Venus Battery Archive
The Venus Battery at Charters Towers operated from 16 July 1872 to 1973 and survived to become Queensland’s largest, oldest and most complete crushing mill. Seven months after ten-year-old Aboriginal boy, Jupiter Mosman, made the first gold discovery in Charters Towers, gold-mining magnate Edmund Plant opened the Venus Battery which he built at the best spot in town - right next to the only permanent water supply.

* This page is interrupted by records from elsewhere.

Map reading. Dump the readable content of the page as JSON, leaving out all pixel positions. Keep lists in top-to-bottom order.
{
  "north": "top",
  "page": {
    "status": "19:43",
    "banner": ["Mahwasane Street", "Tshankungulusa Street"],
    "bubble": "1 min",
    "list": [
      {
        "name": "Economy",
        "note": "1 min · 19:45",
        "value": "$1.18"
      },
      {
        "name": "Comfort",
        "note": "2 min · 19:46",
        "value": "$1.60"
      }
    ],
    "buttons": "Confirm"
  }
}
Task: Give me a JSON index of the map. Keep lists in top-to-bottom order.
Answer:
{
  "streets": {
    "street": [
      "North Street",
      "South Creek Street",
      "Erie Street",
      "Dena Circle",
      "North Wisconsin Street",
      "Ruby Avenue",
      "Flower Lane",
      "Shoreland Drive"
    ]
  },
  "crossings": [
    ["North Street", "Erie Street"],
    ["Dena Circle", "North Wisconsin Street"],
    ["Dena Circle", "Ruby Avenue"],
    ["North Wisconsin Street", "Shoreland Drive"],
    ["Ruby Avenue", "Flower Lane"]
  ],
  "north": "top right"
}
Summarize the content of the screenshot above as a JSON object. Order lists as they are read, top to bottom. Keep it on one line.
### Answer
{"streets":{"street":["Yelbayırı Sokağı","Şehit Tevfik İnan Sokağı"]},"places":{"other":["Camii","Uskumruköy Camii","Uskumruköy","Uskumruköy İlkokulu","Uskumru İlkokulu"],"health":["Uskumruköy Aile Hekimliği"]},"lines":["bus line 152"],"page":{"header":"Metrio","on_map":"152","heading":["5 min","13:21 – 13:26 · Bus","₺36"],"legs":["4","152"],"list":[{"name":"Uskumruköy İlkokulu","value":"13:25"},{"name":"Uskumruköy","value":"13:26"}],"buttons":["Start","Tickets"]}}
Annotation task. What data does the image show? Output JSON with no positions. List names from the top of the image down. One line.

"Battery" refers to the most important component of the mill’s extraction process, the stamp batteries, where rock was crushed very finely to enable the gold to be extracted. The steam-powered stamp battery crushed ore which then passed over inclined tables covered with blankets to collect the gold. This simple technology was easy to maintain. During Plant’s ownership, the Venus Battery crushed 2147 tonnes of ore and recovered 5439 ounces of gold. Despite the mill’s huge success, Plant sold it three months after it opened. After a couple of private owners the State Government bought the mill in 1919. Though the biggest money was made during the mill’s early years at the height of the gold rush, the Venus Battery, together with its cyanide plant, produced 15.5 tonnes of gold over the century it was open.
The crushing records include the name of the owner of the ore, weight of ore crushed and amount paid per ton.
Archive Location: 403M, 404MDetailed Listing
VB/1 1873-1904 original crushing book
VB/2 Photocopy pf VB/1
VB/3 1820-1837 crushing records and correspondence with Queensland Department of Mines (photocopy)
VB/4 Court House records
VB/5 1946 rehabilitation of Venus Mill - quotes and records of payment
VB/6 1948-1968 crushing notes and returns
VB/7 1939-1954 crushing notes and correspondence
VB/8 1932-1942 records and correspondence
VB/9 1943-1953 records and correspondence
VB/10 1957-1982 records and correspondence
VB/11 1919 correspondence (photocopy)
VB/12 1937 -1973 crushing book
VB/13 1912-1982 Courthouse records and correspondence from Queensland Department of Mines and other statutory bodies
MiscellaneousVB/15 Four-page handwritten letter (undated) by S M Simpson who worked at the Venus Mill, describing the period from the end of 1939 to end of 1941.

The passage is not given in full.